Items listed in a dataset
*****
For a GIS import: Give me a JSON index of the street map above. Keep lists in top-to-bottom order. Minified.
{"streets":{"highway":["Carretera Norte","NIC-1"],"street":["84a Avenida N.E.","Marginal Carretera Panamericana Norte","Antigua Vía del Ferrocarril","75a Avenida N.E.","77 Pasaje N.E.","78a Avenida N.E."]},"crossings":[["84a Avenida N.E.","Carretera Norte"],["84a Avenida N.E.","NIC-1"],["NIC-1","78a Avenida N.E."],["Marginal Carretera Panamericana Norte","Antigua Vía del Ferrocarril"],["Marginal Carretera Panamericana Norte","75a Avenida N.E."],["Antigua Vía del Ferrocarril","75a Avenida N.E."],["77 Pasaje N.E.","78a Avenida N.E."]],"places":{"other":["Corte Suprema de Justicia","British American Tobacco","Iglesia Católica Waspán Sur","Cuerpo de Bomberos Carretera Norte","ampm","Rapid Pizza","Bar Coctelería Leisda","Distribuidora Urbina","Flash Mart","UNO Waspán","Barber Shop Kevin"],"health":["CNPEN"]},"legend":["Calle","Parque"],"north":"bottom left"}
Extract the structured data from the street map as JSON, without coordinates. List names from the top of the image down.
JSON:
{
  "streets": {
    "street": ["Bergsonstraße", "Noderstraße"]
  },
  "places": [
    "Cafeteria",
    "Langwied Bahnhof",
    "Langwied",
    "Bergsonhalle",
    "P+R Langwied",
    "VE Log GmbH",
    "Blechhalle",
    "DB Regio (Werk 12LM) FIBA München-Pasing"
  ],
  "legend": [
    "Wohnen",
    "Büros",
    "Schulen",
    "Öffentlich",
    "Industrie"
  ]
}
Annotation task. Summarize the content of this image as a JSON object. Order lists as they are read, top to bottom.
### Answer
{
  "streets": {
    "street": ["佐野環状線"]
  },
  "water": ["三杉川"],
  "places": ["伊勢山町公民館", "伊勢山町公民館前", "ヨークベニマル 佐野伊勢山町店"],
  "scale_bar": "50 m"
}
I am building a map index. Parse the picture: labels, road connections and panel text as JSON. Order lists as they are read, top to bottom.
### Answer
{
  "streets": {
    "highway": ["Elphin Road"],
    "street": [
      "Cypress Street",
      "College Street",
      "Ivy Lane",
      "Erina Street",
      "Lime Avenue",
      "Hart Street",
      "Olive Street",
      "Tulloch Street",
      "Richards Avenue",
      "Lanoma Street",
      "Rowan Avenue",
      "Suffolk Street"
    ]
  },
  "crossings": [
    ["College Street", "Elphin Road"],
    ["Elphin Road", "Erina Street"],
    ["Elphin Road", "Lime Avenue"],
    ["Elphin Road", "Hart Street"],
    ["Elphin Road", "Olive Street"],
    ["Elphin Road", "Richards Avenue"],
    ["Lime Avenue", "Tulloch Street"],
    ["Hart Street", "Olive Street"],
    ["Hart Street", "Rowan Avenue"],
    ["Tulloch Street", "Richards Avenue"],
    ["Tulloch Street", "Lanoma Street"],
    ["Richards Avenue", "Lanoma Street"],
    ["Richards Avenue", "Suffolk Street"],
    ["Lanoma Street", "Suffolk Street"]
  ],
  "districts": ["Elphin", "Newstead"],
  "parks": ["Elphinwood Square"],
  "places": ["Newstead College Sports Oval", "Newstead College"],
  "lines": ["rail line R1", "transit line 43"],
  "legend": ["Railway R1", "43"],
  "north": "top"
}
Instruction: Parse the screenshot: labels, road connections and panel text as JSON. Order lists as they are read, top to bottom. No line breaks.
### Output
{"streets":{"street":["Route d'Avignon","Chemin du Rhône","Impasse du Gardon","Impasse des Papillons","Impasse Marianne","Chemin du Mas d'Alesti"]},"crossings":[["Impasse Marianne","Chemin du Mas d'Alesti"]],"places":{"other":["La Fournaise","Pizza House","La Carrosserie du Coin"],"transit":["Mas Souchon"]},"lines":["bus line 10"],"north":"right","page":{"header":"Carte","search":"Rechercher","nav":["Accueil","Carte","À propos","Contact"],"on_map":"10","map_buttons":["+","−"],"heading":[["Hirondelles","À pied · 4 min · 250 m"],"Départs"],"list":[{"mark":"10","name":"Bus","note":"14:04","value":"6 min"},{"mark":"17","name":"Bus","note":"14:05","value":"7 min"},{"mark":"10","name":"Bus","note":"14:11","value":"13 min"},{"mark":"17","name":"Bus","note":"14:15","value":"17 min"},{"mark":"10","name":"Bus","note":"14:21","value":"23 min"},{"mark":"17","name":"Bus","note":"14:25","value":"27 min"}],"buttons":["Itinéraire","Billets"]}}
*****
## What to do
Without leaving anything out, give the entries again exactly.

## Response to this exercise
For a GIS import: Give me a JSON index of the street map above. Keep lists in top-to-bottom order. Minified.
{"streets":{"highway":["Carretera Norte","NIC-1"],"street":["84a Avenida N.E.","Marginal Carretera Panamericana Norte","Antigua Vía del Ferrocarril","75a Avenida N.E.","77 Pasaje N.E.","78a Avenida N.E."]},"crossings":[["84a Avenida N.E.","Carretera Norte"],["84a Avenida N.E.","NIC-1"],["NIC-1","78a Avenida N.E."],["Marginal Carretera Panamericana Norte","Antigua Vía del Ferrocarril"],["Marginal Carretera Panamericana Norte","75a Avenida N.E."],["Antigua Vía del Ferrocarril","75a Avenida N.E."],["77 Pasaje N.E.","78a Avenida N.E."]],"places":{"other":["Corte Suprema de Justicia","British American Tobacco","Iglesia Católica Waspán Sur","Cuerpo de Bomberos Carretera Norte","ampm","Rapid Pizza","Bar Coctelería Leisda","Distribuidora Urbina","Flash Mart","UNO Waspán","Barber Shop Kevin"],"health":["CNPEN"]},"legend":["Calle","Parque"],"north":"bottom left"}
Extract the structured data from the street map as JSON, without coordinates. List names from the top of the image down.
JSON:
{
  "streets": {
    "street": ["Bergsonstraße", "Noderstraße"]
  },
  "places": [
    "Cafeteria",
    "Langwied Bahnhof",
    "Langwied",
    "Bergsonhalle",
    "P+R Langwied",
    "VE Log GmbH",
    "Blechhalle",
    "DB Regio (Werk 12LM) FIBA München-Pasing"
  ],
  "legend": [
    "Wohnen",
    "Büros",
    "Schulen",
    "Öffentlich",
    "Industrie"
  ]
}
Annotation task. Summarize the content of this image as a JSON object. Order lists as they are read, top to bottom.
### Answer
{
  "streets": {
    "street": ["佐野環状線"]
  },
  "water": ["三杉川"],
  "places": ["伊勢山町公民館", "伊勢山町公民館前", "ヨークベニマル 佐野伊勢山町店"],
  "scale_bar": "50 m"
}
I am building a map index. Parse the picture: labels, road connections and panel text as JSON. Order lists as they are read, top to bottom.
### Answer
{
  "streets": {
    "highway": ["Elphin Road"],
    "street": [
      "Cypress Street",
      "College Street",
      "Ivy Lane",
      "Erina Street",
      "Lime Avenue",
      "Hart Street",
      "Olive Street",
      "Tulloch Street",
      "Richards Avenue",
      "Lanoma Street",
      "Rowan Avenue",
      "Suffolk Street"
    ]
  },
  "crossings": [
    ["College Street", "Elphin Road"],
    ["Elphin Road", "Erina Street"],
    ["Elphin Road", "Lime Avenue"],
    ["Elphin Road", "Hart Street"],
    ["Elphin Road", "Olive Street"],
    ["Elphin Road", "Richards Avenue"],
    ["Lime Avenue", "Tulloch Street"],
    ["Hart Street", "Olive Street"],
    ["Hart Street", "Rowan Avenue"],
    ["Tulloch Street", "Richards Avenue"],
    ["Tulloch Street", "Lanoma Street"],
    ["Richards Avenue", "Lanoma Street"],
    ["Richards Avenue", "Suffolk Street"],
    ["Lanoma Street", "Suffolk Street"]
  ],
  "districts": ["Elphin", "Newstead"],
  "parks": ["Elphinwood Square"],
  "places": ["Newstead College Sports Oval", "Newstead College"],
  "lines": ["rail line R1", "transit line 43"],
  "legend": ["Railway R1", "43"],
  "north": "top"
}
Instruction: Parse the screenshot: labels, road connections and panel text as JSON. Order lists as they are read, top to bottom. No line breaks.
### Output
{"streets":{"street":["Route d'Avignon","Chemin du Rhône","Impasse du Gardon","Impasse des Papillons","Impasse Marianne","Chemin du Mas d'Alesti"]},"crossings":[["Impasse Marianne","Chemin du Mas d'Alesti"]],"places":{"other":["La Fournaise","Pizza House","La Carrosserie du Coin"],"transit":["Mas Souchon"]},"lines":["bus line 10"],"north":"right","page":{"header":"Carte","search":"Rechercher","nav":["Accueil","Carte","À propos","Contact"],"on_map":"10","map_buttons":["+","−"],"heading":[["Hirondelles","À pied · 4 min · 250 m"],"Départs"],"list":[{"mark":"10","name":"Bus","note":"14:04","value":"6 min"},{"mark":"17","name":"Bus","note":"14:05","value":"7 min"},{"mark":"10","name":"Bus","note":"14:11","value":"13 min"},{"mark":"17","name":"Bus","note":"14:15","value":"17 min"},{"mark":"10","name":"Bus","note":"14:21","value":"23 min"},{"mark":"17","name":"Bus","note":"14:25","value":"27 min"}],"buttons":["Itinéraire","Billets"]}}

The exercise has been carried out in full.